Action item
For each line of the data that includes the word "absolute", copy the line.

Source material
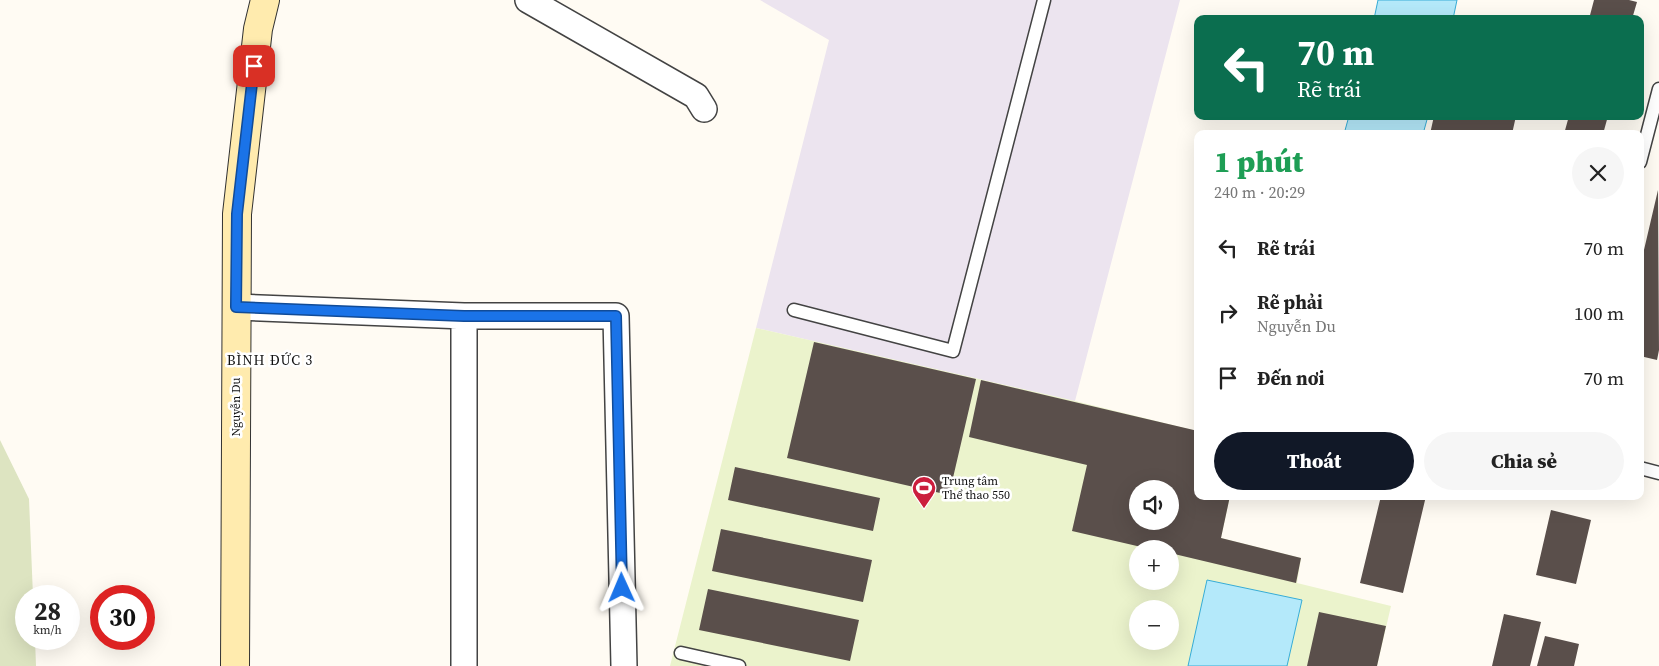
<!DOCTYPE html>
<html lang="vi">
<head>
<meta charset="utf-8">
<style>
  body { margin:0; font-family:"Source Serif 4",serif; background:#f6f6f6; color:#222; height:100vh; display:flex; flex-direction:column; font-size:19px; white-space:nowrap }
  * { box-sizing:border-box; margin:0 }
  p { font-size:16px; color:#767676 }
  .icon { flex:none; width:28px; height:28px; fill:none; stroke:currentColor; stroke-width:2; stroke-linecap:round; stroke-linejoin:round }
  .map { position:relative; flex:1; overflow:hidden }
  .details { position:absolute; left:1194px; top:130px; width:450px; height:370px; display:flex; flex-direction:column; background:#fff; border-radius:10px; box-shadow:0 5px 20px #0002 }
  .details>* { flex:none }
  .top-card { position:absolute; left:1194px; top:15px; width:450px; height:105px; border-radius:10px; box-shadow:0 5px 20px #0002; background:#0b6e4f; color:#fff; overflow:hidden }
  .fabs { position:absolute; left:1129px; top:480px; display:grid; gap:10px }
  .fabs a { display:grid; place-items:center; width:50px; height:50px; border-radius:50%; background:#fff; box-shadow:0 5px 20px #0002; font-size:25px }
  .speed { position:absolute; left:15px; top:585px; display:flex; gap:10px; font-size:25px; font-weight:700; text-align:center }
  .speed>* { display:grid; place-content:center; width:65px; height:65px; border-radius:50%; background:#fff; box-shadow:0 5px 20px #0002; line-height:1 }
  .speed small { font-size:12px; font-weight:400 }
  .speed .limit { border:8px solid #d22; background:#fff; color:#111 }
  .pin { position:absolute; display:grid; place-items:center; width:42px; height:42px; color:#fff; margin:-21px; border-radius:10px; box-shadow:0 2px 8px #0006 }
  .me { position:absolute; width:55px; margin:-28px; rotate:359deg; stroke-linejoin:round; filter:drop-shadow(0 0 4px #0008) }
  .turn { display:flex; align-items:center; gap:18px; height:105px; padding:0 20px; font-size:22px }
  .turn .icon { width:65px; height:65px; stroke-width:2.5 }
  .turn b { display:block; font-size:35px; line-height:42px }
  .round { display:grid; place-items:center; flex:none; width:52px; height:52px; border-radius:26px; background:#f6f6f6 }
  .head { display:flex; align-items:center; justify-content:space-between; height:85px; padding:0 20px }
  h1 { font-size:30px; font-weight:800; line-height:38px; color:#1e9e55 }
  .button { display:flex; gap:10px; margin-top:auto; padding:10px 20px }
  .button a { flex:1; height:58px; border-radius:30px; background:#111827; color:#fff; font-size:20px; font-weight:800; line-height:58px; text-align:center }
  .button a+a { background:#f6f6f6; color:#222 }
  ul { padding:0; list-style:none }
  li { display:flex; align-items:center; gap:15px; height:65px; padding:0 20px }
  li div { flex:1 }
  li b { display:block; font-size:19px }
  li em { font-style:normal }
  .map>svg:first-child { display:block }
  .industrial { fill:#ece4ef }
  .cemetery { fill:#dde4c1 }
  .pitch { fill:#ebf3cc; fill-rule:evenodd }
  .water { fill:#b4e9fa; stroke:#36acd6 }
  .building { fill:#5a4f4b; fill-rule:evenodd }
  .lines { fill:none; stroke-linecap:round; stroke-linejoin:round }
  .service-casing { stroke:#434343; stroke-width:15 }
  .minor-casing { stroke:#434343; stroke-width:28 }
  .secondary-casing { stroke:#323232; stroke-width:30 }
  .service { stroke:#fff; stroke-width:12 }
  .minor { stroke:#fff; stroke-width:25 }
  .secondary { stroke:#ffebae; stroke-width:28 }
  .route-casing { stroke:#114b97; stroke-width:12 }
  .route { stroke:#1a73e8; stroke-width:9 }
  .labels { text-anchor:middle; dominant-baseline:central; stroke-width:5; stroke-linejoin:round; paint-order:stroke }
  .street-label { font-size:12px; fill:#101010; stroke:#fff }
  .poi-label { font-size:12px; fill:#101010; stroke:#fff; text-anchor:start }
  .neighbourhood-label { font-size:14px; letter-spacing:1px; fill:#101010; stroke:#fff }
</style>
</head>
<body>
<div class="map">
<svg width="1659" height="666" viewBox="0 0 1659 666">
  <rect width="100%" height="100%" fill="#fffbf3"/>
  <path class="industrial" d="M760,0H1180L1075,401L756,328L829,40Z"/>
  <path class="cemetery" d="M0,440L29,499L33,596H26V639H35L36,666H0Z"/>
  <path class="pitch" d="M756,328L1075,401L1197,431L1198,496H1230L1221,538L1301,558L1297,583L1391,606L1377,666H670ZM1138,489H1170V521H1138ZM1138,549H1170V581H1138ZM1138,609H1170V641H1138Z"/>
  <path class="water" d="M1378,0H1457L1453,19H1374Z
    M1349,116H1428L1423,134H1344Z
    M1207,580L1302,600L1287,666H1188Z"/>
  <path class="building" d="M1594,0H1629L1637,2L1632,19H1589Z
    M1434,116H1516L1512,134H1430Z
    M1569,116H1608L1603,134H1564Z
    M1658,190L1659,350L1657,360L1640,356V267Z
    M814,342L976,379L949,495L787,458Z
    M981,380L1198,431V496H1230L1221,538L1301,558L1296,583L1170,553V549H1150L1072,531L1087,465L969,437ZM1138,489H1170V521H1138Z
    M735,467L880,498L873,531L728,500Z
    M1381,496H1426L1403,593L1360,583Z
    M1551,510L1591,520L1576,584L1536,575Z
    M721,529L872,560L863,602L712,571Z
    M708,589L859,620L850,661L699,630Z
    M1319,612L1386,626L1377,666H1307Z
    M1504,614L1541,622L1530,666H1492Z
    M1545,636L1579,644L1574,666H1537Z"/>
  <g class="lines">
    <g class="service-casing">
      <path id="service" d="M1640,162L1659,89
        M794,310L953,351L1044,0
        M1640,468L1659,473
        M681,653L739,666"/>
    </g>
    <g class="minor-casing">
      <path id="minor" d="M528,0L696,96L704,109
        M236,307L464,316H616L624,666
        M464,666V316"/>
    </g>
    <g class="secondary-casing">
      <path id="secondary" d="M235,666L237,214L258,29L265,0"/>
    </g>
    <use href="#service" class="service"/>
    <use href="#minor" class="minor"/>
    <use href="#secondary" class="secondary"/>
  </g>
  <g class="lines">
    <g class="route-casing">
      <path id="route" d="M254,66L237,214L236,307L464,316H616L622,588"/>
    </g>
    <use href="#route" class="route"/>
  </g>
  <defs>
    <g id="stadium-pin" transform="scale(1.25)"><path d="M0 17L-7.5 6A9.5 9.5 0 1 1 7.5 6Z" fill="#cb1e3d" stroke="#fff"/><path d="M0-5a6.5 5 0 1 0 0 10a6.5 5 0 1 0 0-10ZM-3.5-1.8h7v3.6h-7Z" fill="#fff"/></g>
  </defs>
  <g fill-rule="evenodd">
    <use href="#stadium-pin" x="924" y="488"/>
  </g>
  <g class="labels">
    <g class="street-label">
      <text transform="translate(236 407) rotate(-90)">Nguyễn Du</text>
    </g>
    <g class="poi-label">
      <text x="942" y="481">Trung tâm<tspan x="942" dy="14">Thể thao 550</tspan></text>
    </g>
    <g class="neighbourhood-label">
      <text x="270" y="360">BÌNH ĐỨC 3</text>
    </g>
  </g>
</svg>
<div class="fabs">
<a><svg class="icon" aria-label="sound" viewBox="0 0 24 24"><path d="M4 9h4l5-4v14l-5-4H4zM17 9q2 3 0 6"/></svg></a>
<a>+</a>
<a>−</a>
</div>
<div class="speed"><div>28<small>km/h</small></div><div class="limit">30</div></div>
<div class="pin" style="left:254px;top:66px;background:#d93025"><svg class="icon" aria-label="arrive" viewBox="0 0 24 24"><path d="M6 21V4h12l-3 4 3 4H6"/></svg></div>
<svg class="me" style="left:622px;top:588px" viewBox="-20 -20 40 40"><path d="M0-17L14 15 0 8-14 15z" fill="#1a73e8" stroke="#fff" stroke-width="4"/></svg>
<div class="top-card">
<div class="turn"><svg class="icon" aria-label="left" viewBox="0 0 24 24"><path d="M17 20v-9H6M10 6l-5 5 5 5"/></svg><div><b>70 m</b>Rẽ trái</div></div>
</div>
<section class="details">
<div class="head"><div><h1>1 phút</h1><p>240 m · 20:29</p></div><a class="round"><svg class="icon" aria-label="close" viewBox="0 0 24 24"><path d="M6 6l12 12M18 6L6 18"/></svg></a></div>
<ul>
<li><svg class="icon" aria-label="left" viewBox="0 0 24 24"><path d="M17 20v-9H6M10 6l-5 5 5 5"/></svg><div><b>Rẽ trái</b></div><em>70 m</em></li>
<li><svg class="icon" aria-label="right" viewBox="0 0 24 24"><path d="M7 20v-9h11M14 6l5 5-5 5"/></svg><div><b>Rẽ phải</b><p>Nguyễn Du</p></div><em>100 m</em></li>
<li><svg class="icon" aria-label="arrive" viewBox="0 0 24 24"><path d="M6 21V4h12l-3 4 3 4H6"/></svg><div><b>Đến nơi</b></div><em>70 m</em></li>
</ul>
<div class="button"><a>Thoát</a><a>Chia sẻ</a></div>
</section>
</div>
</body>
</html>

Finished task
  .details { position:absolute; left:1194px; top:130px; width:450px; height:370px; display:flex; flex-direction:column; background:#fff; border-radius:10px; box-shadow:0 5px 20px #0002 }
  .top-card { position:absolute; left:1194px; top:15px; width:450px; height:105px; border-radius:10px; box-shadow:0 5px 20px #0002; background:#0b6e4f; color:#fff; overflow:hidden }
  .fabs { position:absolute; left:1129px; top:480px; display:grid; gap:10px }
  .speed { position:absolute; left:15px; top:585px; display:flex; gap:10px; font-size:25px; font-weight:700; text-align:center }
  .pin { position:absolute; display:grid; place-items:center; width:42px; height:42px; color:#fff; margin:-21px; border-radius:10px; box-shadow:0 2px 8px #0006 }
  .me { position:absolute; width:55px; margin:-28px; rotate:359deg; stroke-linejoin:round; filter:drop-shadow(0 0 4px #0008) }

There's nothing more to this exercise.